→ Records provided
════════════════════

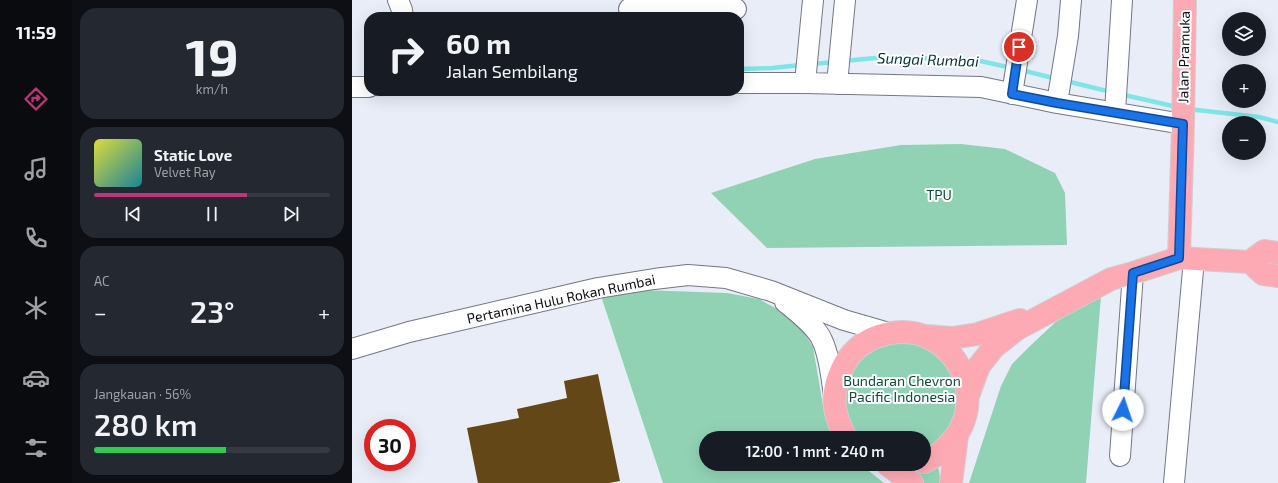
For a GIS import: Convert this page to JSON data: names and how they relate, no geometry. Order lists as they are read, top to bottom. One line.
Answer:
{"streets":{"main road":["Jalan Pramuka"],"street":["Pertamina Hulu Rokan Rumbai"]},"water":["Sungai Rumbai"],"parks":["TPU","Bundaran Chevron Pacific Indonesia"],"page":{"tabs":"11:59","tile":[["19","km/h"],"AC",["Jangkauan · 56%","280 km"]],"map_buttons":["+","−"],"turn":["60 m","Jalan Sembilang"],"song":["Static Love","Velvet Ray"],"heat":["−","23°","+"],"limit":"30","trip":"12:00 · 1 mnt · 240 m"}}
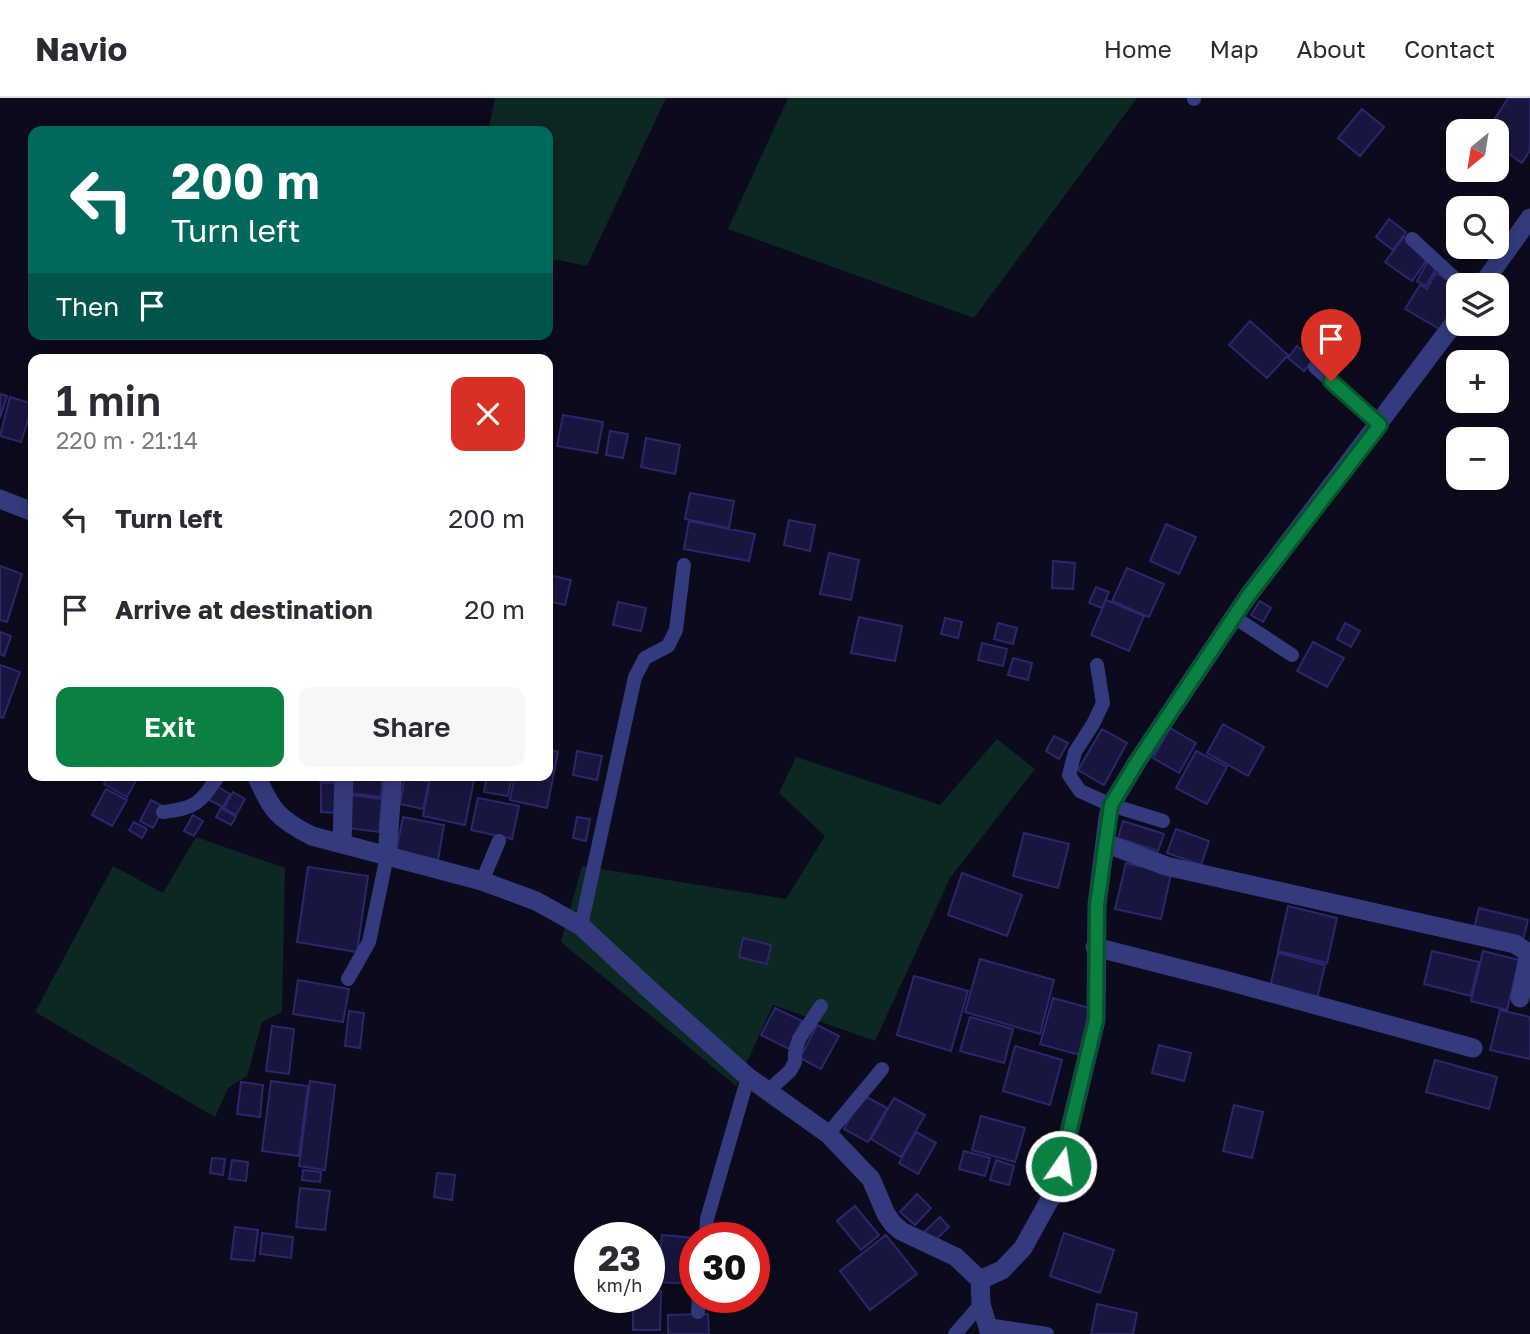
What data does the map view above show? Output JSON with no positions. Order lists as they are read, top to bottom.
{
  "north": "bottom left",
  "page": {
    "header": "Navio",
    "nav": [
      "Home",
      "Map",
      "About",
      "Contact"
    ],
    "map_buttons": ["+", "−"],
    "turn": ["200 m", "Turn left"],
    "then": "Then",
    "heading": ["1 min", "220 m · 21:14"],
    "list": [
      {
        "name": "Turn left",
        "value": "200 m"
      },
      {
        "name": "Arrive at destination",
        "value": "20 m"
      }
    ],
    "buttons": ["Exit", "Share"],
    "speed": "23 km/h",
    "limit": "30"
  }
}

════════════════════

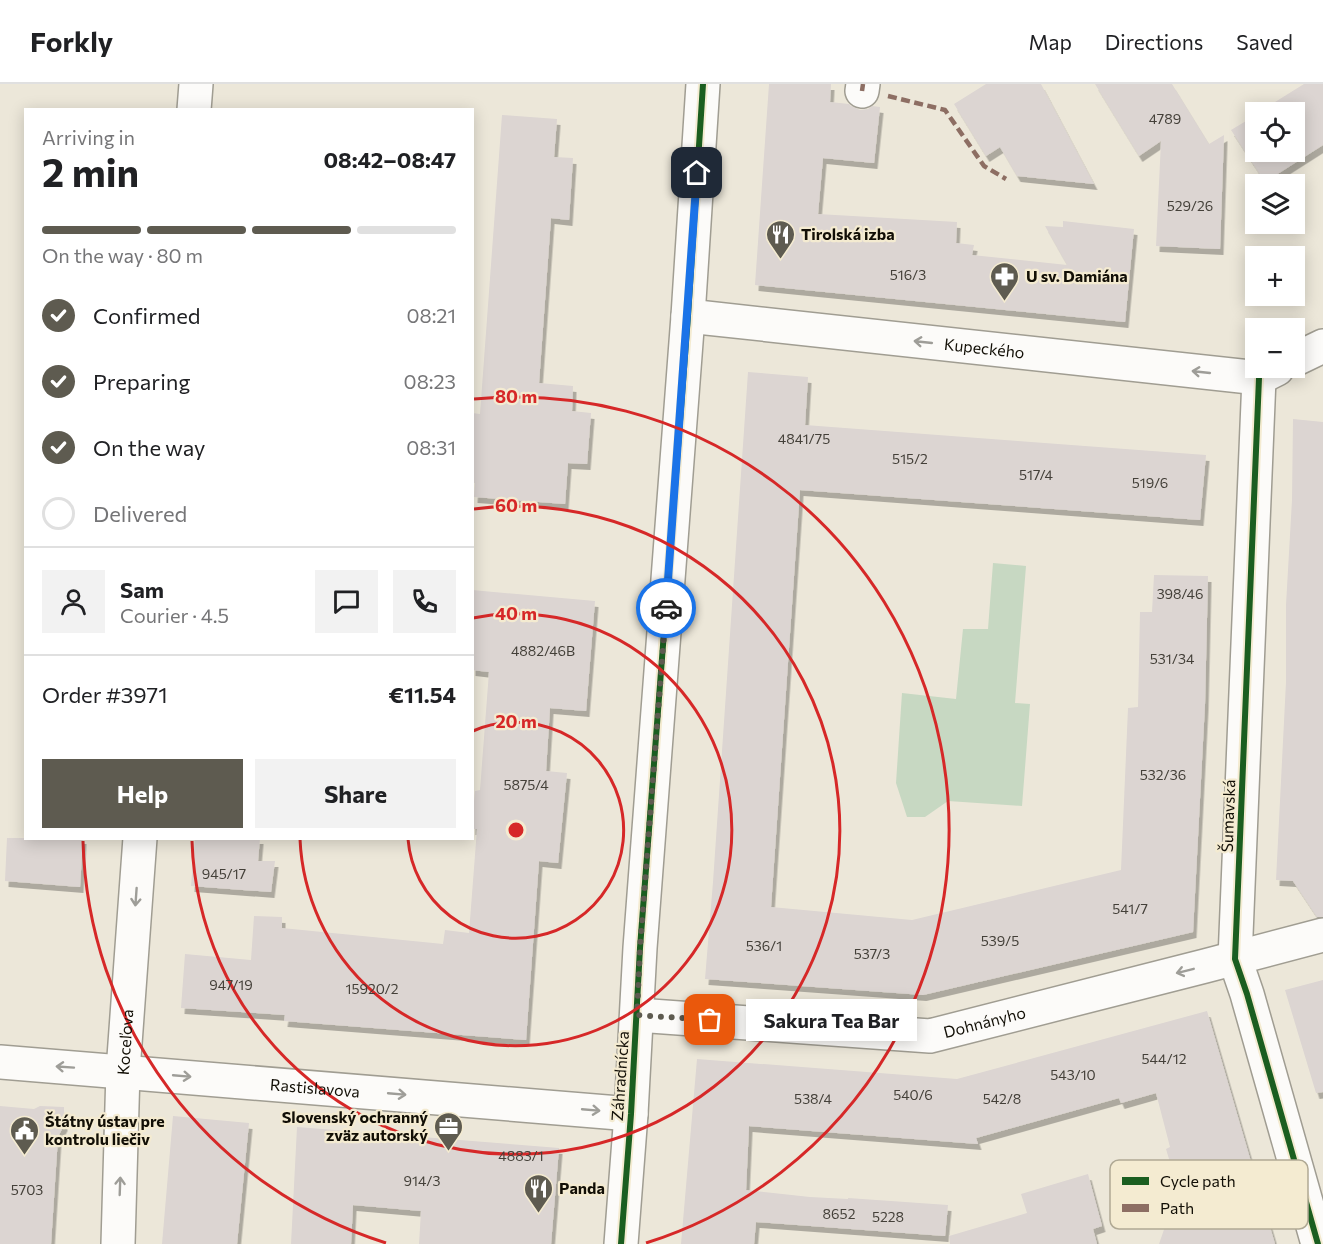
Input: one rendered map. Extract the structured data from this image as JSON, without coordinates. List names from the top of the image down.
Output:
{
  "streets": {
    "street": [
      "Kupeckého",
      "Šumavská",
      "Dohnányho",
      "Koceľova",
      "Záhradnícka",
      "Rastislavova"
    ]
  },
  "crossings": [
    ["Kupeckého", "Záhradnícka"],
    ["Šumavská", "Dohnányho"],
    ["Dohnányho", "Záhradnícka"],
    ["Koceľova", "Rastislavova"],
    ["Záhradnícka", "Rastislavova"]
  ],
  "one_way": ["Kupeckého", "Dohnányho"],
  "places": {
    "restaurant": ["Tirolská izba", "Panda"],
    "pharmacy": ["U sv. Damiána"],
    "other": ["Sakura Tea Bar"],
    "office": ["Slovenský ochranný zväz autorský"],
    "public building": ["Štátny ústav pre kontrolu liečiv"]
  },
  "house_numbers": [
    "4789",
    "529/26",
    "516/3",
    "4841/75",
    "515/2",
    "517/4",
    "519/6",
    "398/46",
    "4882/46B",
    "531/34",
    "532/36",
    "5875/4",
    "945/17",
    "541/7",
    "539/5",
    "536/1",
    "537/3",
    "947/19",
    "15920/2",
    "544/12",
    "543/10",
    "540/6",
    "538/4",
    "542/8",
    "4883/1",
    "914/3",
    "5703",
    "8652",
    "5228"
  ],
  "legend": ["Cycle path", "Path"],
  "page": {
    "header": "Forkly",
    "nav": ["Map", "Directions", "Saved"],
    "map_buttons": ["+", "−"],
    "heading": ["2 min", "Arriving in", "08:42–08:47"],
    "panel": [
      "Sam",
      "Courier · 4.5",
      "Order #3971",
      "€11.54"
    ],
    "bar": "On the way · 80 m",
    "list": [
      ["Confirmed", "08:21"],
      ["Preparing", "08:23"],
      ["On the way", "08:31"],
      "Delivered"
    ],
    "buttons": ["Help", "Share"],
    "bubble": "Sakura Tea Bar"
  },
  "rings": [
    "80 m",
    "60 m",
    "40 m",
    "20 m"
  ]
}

════════════════════

→ Assignment
Copy out, in full, each line above that has the word "names" in it.

→ Solution for this problem
For a GIS import: Convert this page to JSON data: names and how they relate, no geometry. Order lists as they are read, top to bottom. One line.
Input: one rendered map. Extract the structured data from this image as JSON, without coordinates. List names from the top of the image down.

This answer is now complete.